A Dialética Simbólica
Estudos Reunidos
Nota prévia
A Dialética Simbólica
Estudos Reunidos
Um homem culto não é aquele que volta de um dia desorganizado e febril para uma orgia noturna com Hegel ou Bergson. É antes aquele para quem o espelho mágico diurno, quer suas imagens flutuantes recebam a luz do sol ou naufraguem em sombras, oferecem uma visão do mundo que constantemente vai se tornando mais e mais a sua própria. Filosofar não é ler filosofia; é sentir filosofia.
(John Cowper Powys)
Começo, com o presente volume, a recolher em livros de grossa lombada os escritos menores que ao longo de duas décadas fui deixando, dispersos por este mundo, na forma de apostilas, transcrições de cursos, rascunhos inéditos, livretos de circulação discreta ou nula.
De valor desigual, tamanhos variados e assuntos diversos, não têm outra unidade senão a do olhar que, conservando como pode sua identidade no curso dos tempos, se lança interrogativamente sobre quantas coisas, em torno, lhe vão causando espanto e dando, segundo a máxima de Aristóteles, a ocasião por excelência da busca de conhecimento.
Devo explicar que esse olhar é essencialmente um olhar filosófico? Não crendo no vozerio pedante que faz da sua própria impotência de definir a filosofia um motivo de ostentação vaidosa, mas julgando, ao contrário, ter motivos válidos para ver na filosofia, essencialmente, a busca da unidade do conhecimento na unidade da consciência e vice-versa,1 tenho nisto um critério suficiente para distinguir o que é filosófico do que não é, e um belo jumento eu seria se não soubesse aplicá-lo a meus próprios escritos.

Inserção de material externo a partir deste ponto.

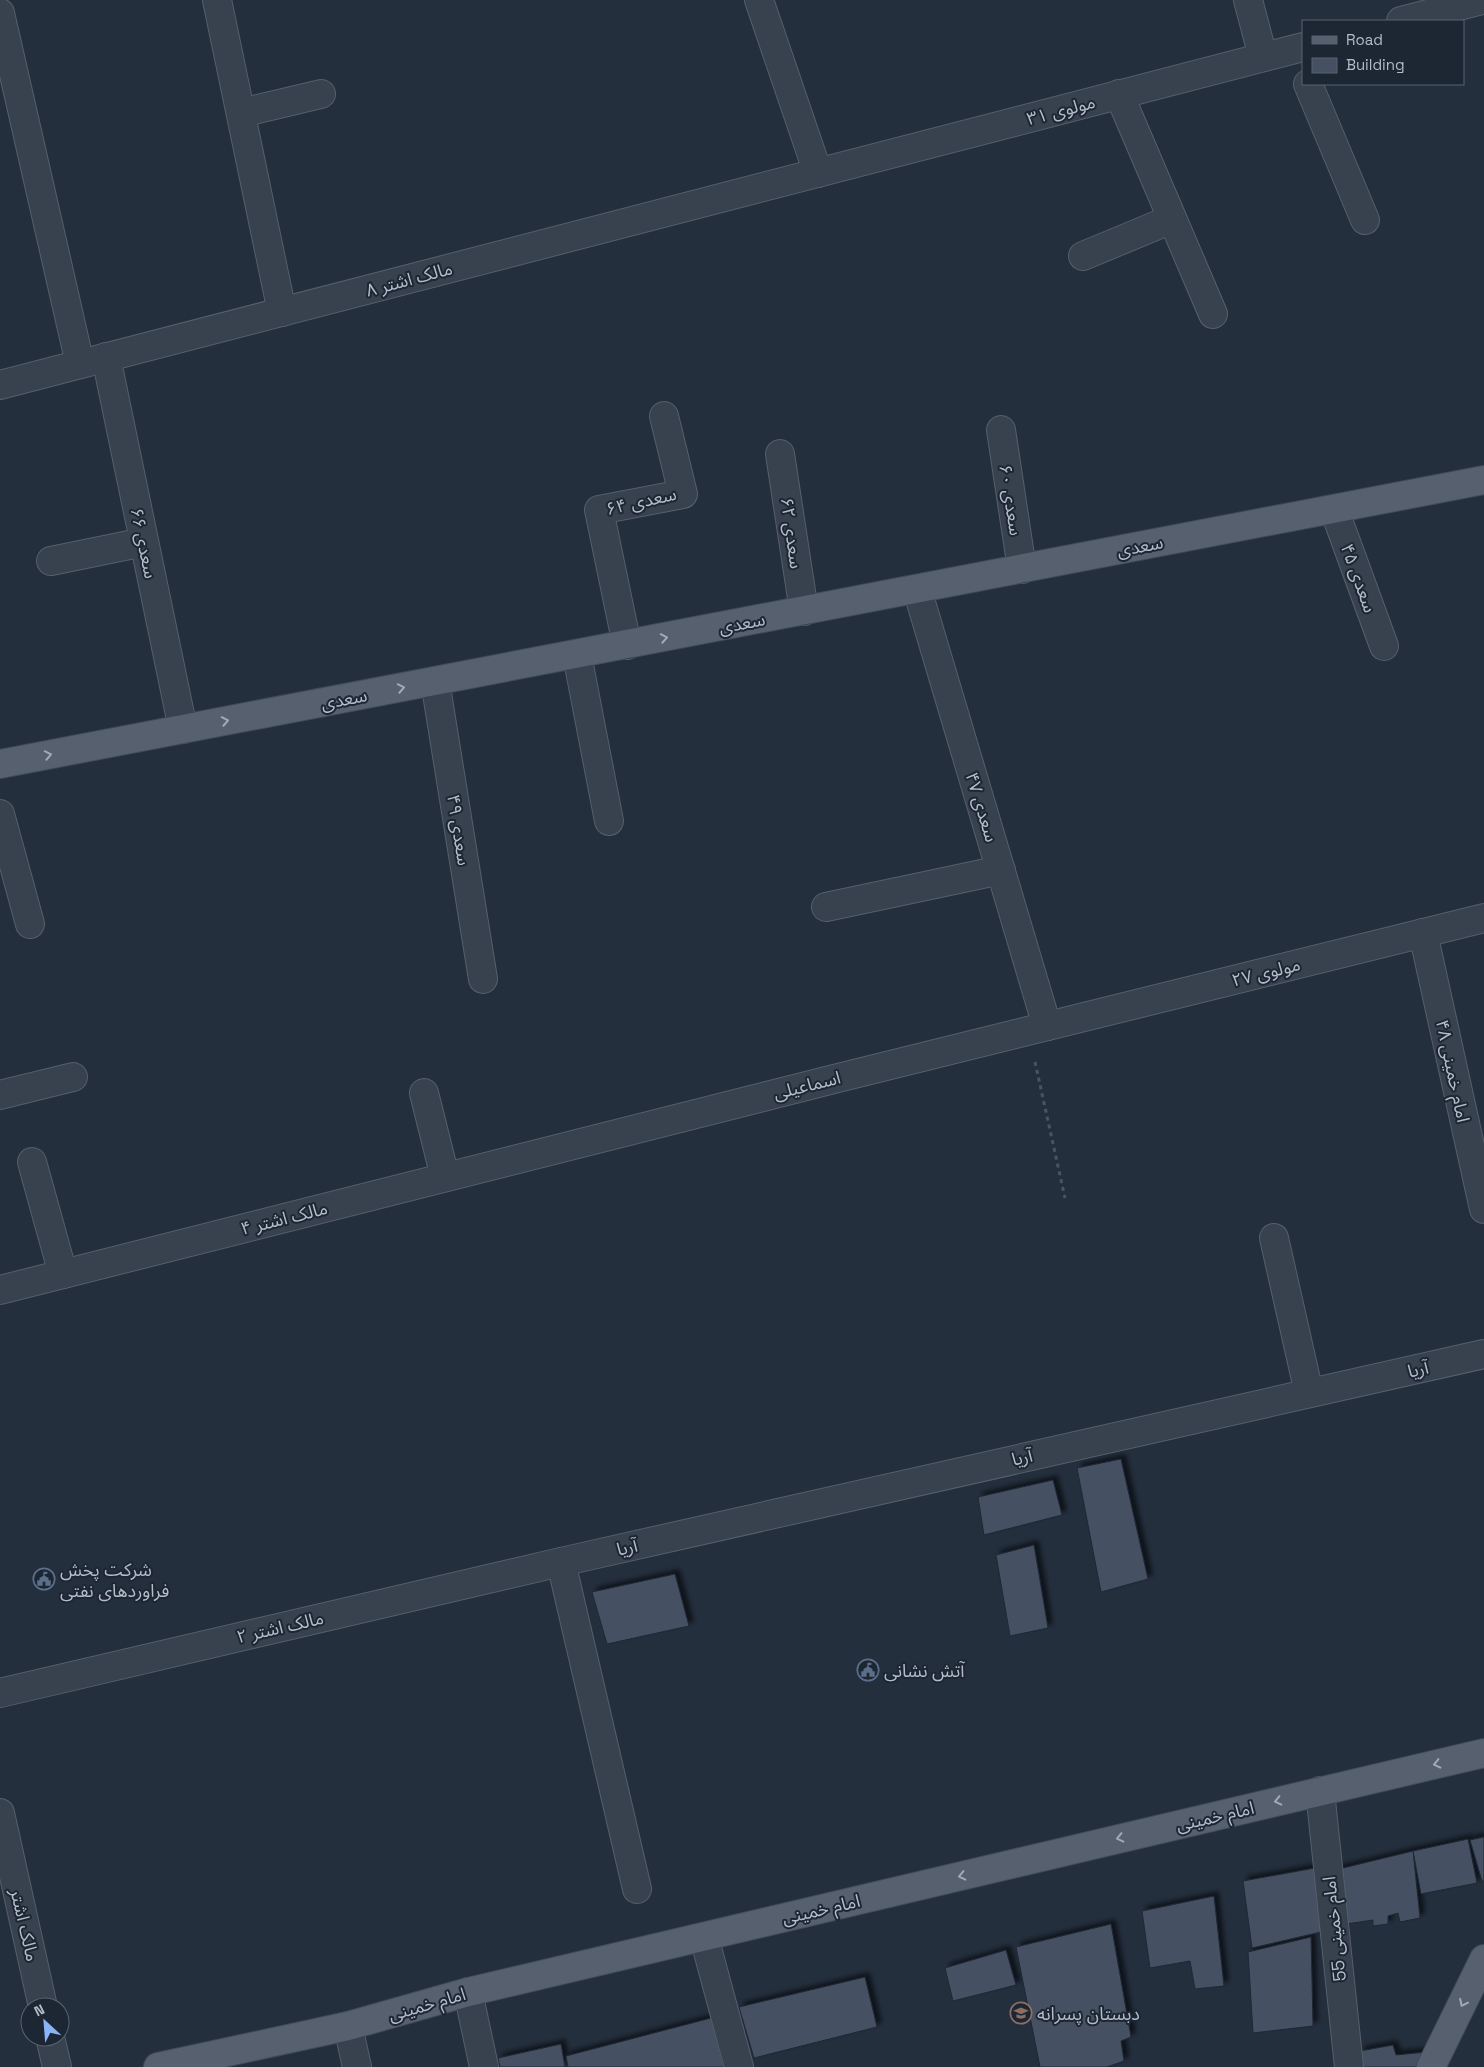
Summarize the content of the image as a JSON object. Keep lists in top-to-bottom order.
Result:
{
  "streets": {
    "main road": ["سعدی", "امام خمینی"],
    "street": [
      "مولوی ۳۱",
      "مالک اشتر ۸",
      "سعدی ۶۰",
      "سعدی ۶۴",
      "سعدی ۶۲",
      "سعدی ۶۶",
      "سعدی ۴۵",
      "سعدی ۴۷",
      "سعدی ۴۹",
      "مولوی ۲۷",
      "امام خمینی ۴۸",
      "اسماعیلی",
      "مالک اشتر ۴",
      "آریا",
      "مالک اشتر ۲",
      "مالک اشتر",
      "امام خمینی 55"
    ]
  },
  "crossings": [
    ["مولوی ۳۱", "مالک اشتر ۸"],
    ["مالک اشتر ۸", "سعدی ۶۶"],
    ["سعدی ۶۰", "سعدی"],
    ["سعدی ۶۴", "سعدی"],
    ["سعدی ۶۲", "سعدی"],
    ["سعدی ۶۶", "سعدی"],
    ["سعدی", "سعدی ۴۵"],
    ["سعدی", "سعدی ۴۷"],
    ["سعدی", "سعدی ۴۹"],
    ["سعدی ۴۷", "مولوی ۲۷"],
    ["سعدی ۴۷", "اسماعیلی"],
    ["مولوی ۲۷", "امام خمینی ۴۸"],
    ["مولوی ۲۷", "اسماعیلی"],
    ["اسماعیلی", "مالک اشتر ۴"],
    ["آریا", "مالک اشتر ۲"],
    ["امام خمینی", "امام خمینی 55"]
  ],
  "one_way": ["سعدی", "امام خمینی"],
  "places": {
    "public building": ["شرکت پخش فراوردهای نفتی", "آتش نشانی"],
    "school or university": ["دبستان پسرانه"]
  },
  "legend": ["Road", "Building"],
  "north": "top left"
}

Pois não é filosófico, mesmo quando genial e excelso, o ensaísmo que se compraz na variedade como tal, em que a consciência se dissolve no fluxo das impressões, “ondulante e diverso”, e não faz questão sequer de perceber quando se desdiz. Nem o é aquele que, dando por pressuposto o consenso vigente numa dada área do saber humano, argumenta com base nele, subentendendo que suas razões serão aceitas por quem dele comungue. Nem muito menos aquele que, fundado na opinião pública, usa a linguagem como instrumento de mera persuasão, por inteligente e sutil que seja. Mas é filosófico e não pode ser nenhuma outra coisa o ensaísmo que, na variedade dos temas e problemas, busque ocasião para sondar os princípios fundantes de toda certeza, como quem retorna sistematicamente ao centro desde mil e um pontos de uma circunferência, mesmo escolhidos ao sabor do acaso. É filosófico não por mérito ou falta dele, mas pela natureza das coisas, com a fatalidade inexorável de uma evidência primária ou de uma tautologia.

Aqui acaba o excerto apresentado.